Lastly, over the weekend, we sadly saw another terrorist attack in central Paris. Our thoughts and prayers are with the victims and their families. We stand in solidarity with the French people and their government against this vicious act of terrorism, and pledge any assistance needed.
With that, I’ll take your questions. John.
Q Raj, a couple, if I could. At the same time there was a celebratory air in Jerusalem as the U.S. was moving its embassy, in the south of Israel, along the border with Gaza, there was a lot of violence that resulted in more than 41 people losing their lives. Is the President concerned about the demonstrations there and Israel’s response to people trying to climb over the fence?
MR. SHAH: Well, we’re aware of the reports of continued violence in Gaza today. The responsibility for these tragic deaths rests squarely with Hamas. Hamas is intentionally and cynically provoking this response. And as the Secretary of State said, Israel has the right to defend itself.
Q Also, what’s the President’s thinking on ZTE? I mean, here is a company that violated U.S. rules regarding doing business with North Korea and Iran. It was, according to the Commerce Department, appropriately sanctioned for that and fined $1.2 billion. You had the heads of six intelligence agencies telling Congress back on February 13th that they wouldn’t use ZTE devices because of counterespionage concerns. They also wouldn’t recommend that American citizens use ZTE or Huawei devices. So what’s the President’s thinking with that tweet over the weekend about wanting to rescue ZTE?
MR. SHAH: Obviously, this is part of a very complex relationship between the United States and China that involves economic issues, national security issues, and the like. And it’s an issue of high concern for China that’s been raised with the U.S. government and with our administration at various levels. So the President has asked Secretary Ross to look into it consistent with applicable laws and regulations.
Q I guess I wanted to follow on that. Did the President give Secretary Ross any specific instructions on how he wanted that case to go? And when you say that it was “raised,” I assume you mean in the context of the ongoing trade discussions between the U.S. and China. So is there a, sort of, direct linkage there, where China could make a concession on retaliatory tariffs, and so we’d see from the U.S., kind of, easing back on ZTE?

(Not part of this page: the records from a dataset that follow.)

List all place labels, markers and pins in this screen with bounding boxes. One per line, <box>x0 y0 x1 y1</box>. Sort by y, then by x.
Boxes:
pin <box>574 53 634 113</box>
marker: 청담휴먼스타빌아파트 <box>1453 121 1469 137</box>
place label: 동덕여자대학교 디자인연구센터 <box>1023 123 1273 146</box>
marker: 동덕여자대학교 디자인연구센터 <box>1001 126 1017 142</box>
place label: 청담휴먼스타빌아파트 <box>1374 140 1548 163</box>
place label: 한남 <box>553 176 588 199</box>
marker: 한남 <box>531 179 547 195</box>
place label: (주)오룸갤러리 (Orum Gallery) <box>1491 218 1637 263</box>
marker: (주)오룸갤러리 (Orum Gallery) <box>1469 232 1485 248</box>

MR. SHAH: Well, he’s asked Secretary Ross to look into the matter, again, consistent with applicable laws and regulations. And it’s been brought up at a number of levels, you know, as part of bilateral talks on a number of issues. So I wouldn’t restrict it to just the talks that you’re referencing.
Q A follow on that, Raj.
MR. SHAH: Yeah.
Q Didn’t the Commerce Department make an independent judgment when they decided to issue this sanction against ZTE? So can you talk about the significance of bringing it up again now? How much does it have to do with the impending summit with North Korea? You know, critics will say that the President wants China’s support, needs China’s support, and that is why he is now backing off on this sanction against ZTE.
MR. SHAH: It’s part of, again, the U.S. relationship with China, which is complex. It has economic factors; it has national security factors. This is just one of many factors. And, again, the President is asking the Secretary of Commerce to look into the matter consistent with laws and regulation.
Q Thanks, Raj. Senator Lindsey Graham said, “I [just] wish somebody from the White House would tell the country that” — what Kelly Sadler said — “was inappropriate,” that that’s not who we are as a Trump administration. Why not just apologize, so America doesn’t think that that is an acceptable way of speaking inside this White House?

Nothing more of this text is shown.